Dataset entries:

◆ ◆ ◆ ◆

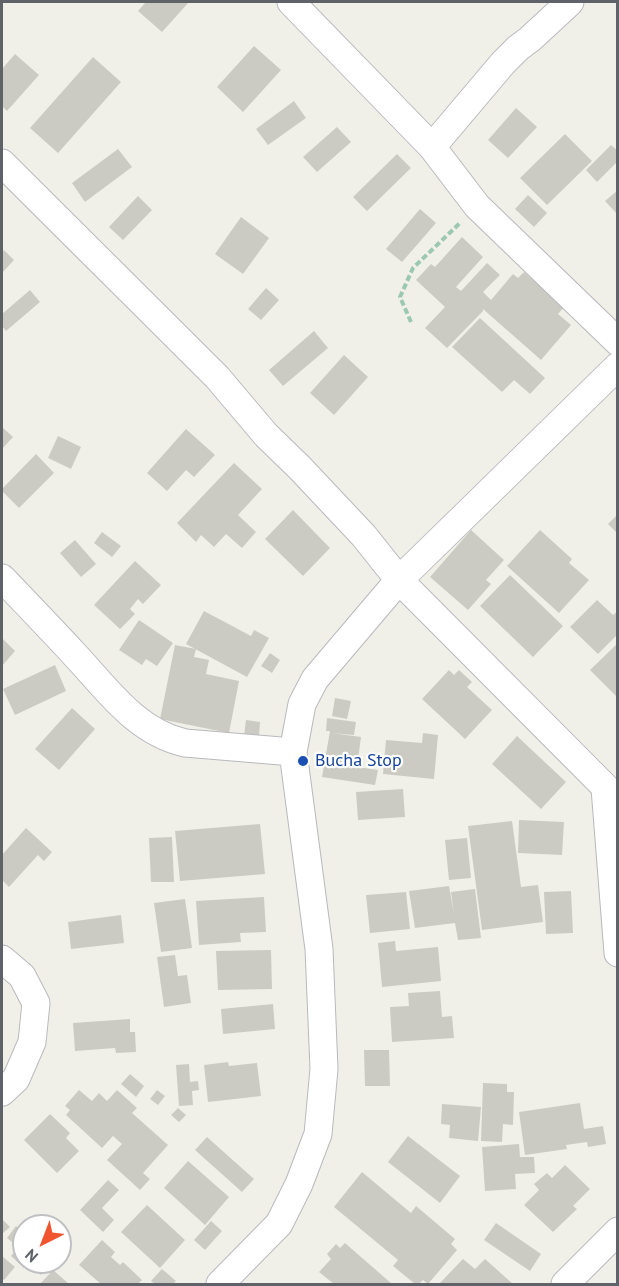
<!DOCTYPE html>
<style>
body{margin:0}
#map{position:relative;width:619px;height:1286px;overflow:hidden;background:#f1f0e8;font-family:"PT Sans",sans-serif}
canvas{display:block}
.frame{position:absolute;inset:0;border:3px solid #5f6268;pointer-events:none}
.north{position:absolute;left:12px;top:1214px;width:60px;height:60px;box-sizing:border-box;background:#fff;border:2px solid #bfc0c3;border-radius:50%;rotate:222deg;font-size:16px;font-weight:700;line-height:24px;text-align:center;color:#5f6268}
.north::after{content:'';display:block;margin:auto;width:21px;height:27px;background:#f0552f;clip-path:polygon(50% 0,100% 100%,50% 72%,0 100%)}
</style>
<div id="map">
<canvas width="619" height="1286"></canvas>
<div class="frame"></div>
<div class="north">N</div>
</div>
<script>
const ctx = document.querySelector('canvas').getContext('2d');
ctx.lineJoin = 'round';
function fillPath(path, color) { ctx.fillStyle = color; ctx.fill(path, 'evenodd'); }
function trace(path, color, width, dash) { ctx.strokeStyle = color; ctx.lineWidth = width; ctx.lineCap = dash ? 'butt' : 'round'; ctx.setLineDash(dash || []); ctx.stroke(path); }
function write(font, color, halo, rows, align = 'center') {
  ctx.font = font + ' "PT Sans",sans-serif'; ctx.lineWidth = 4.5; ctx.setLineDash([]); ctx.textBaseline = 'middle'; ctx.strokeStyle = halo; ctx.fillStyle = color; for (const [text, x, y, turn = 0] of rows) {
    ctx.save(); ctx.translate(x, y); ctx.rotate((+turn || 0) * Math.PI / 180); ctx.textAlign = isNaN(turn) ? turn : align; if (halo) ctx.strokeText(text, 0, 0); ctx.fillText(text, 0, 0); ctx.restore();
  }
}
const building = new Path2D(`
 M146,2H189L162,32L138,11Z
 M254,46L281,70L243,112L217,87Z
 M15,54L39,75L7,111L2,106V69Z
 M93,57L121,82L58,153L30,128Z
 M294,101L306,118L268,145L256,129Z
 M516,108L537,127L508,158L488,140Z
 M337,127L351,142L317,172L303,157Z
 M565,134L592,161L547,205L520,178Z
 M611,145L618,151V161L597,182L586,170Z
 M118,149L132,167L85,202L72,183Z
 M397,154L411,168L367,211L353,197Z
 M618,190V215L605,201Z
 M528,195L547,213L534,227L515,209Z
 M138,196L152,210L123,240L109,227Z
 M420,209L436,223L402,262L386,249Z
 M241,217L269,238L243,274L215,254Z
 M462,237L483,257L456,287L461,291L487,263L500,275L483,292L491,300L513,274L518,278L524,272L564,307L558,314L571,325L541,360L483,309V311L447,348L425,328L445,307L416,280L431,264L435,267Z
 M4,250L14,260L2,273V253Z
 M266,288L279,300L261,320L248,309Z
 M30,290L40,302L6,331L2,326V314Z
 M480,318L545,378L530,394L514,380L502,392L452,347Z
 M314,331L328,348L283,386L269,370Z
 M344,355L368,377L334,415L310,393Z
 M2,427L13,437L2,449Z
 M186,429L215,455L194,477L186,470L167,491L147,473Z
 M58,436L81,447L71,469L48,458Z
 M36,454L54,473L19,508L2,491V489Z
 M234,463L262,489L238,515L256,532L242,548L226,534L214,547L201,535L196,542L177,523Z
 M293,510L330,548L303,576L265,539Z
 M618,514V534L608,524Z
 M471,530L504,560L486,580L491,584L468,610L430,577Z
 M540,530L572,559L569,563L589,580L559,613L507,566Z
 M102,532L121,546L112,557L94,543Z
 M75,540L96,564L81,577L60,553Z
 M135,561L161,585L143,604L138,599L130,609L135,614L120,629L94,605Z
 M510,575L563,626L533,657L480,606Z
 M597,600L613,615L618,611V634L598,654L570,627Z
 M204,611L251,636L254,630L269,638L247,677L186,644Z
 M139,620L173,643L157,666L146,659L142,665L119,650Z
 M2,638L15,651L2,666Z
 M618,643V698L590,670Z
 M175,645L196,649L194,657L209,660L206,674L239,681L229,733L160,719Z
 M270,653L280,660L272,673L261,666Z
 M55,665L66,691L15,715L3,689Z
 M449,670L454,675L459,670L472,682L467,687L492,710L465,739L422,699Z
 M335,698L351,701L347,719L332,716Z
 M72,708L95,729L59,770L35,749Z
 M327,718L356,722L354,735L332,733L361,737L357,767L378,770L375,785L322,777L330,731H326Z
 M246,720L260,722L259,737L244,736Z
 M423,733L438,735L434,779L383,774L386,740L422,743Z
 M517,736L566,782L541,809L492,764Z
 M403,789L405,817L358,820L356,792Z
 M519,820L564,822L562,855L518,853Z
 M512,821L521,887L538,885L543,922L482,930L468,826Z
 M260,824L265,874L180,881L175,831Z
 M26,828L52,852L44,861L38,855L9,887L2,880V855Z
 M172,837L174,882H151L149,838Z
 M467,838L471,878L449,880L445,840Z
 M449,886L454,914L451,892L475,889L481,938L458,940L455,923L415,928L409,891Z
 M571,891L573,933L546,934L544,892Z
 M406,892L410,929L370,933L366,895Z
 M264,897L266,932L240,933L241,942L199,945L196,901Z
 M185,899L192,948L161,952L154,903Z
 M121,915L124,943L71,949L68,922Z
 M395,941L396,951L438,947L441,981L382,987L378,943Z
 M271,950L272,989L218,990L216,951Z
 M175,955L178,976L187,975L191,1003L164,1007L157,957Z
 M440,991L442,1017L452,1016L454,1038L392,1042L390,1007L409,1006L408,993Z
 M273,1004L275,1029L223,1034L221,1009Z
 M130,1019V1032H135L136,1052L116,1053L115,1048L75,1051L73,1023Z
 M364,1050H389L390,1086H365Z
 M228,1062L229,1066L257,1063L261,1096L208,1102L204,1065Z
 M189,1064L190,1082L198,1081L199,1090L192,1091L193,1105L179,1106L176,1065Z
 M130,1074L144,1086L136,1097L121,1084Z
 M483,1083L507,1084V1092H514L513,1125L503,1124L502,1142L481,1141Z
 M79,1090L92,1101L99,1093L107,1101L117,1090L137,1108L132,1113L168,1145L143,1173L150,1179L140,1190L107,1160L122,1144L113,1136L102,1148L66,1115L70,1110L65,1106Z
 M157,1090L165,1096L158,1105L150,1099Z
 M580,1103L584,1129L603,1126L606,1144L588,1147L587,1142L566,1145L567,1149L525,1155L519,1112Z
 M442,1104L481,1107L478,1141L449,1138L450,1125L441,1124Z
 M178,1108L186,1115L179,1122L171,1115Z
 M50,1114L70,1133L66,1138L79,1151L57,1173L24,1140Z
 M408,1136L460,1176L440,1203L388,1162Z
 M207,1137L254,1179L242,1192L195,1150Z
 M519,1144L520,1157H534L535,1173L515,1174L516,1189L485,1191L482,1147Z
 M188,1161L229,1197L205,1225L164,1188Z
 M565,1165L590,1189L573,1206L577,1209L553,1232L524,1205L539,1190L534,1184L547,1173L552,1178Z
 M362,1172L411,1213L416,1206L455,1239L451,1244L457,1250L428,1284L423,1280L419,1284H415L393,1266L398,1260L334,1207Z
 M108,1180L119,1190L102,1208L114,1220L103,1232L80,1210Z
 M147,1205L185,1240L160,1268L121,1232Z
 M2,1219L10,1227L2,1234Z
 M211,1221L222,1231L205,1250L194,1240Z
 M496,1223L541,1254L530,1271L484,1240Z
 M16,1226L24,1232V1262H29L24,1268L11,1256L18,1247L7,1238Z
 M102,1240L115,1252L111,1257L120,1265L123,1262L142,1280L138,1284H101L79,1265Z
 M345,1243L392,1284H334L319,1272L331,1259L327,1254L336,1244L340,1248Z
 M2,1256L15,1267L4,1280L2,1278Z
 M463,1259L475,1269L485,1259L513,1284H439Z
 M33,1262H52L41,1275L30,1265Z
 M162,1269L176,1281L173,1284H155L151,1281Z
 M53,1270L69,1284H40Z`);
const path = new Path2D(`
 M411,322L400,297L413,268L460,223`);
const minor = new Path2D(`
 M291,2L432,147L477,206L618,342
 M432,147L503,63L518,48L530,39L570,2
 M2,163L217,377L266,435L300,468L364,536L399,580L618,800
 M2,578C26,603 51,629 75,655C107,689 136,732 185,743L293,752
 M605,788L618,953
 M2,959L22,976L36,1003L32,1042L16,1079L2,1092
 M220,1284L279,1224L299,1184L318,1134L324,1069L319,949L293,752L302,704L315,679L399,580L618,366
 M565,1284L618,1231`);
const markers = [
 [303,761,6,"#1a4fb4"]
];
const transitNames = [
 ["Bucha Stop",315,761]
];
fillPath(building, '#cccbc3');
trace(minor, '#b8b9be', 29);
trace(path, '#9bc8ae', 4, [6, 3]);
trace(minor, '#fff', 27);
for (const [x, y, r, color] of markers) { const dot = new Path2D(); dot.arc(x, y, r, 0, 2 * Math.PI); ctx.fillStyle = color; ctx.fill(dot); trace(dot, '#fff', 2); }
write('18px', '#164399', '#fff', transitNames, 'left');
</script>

◆ ◆ ◆ ◆

Prompt: Where the string "canvas" appears in a line of the entries, that line counts; state the total number of such lines and nothing else.

Solution below: 3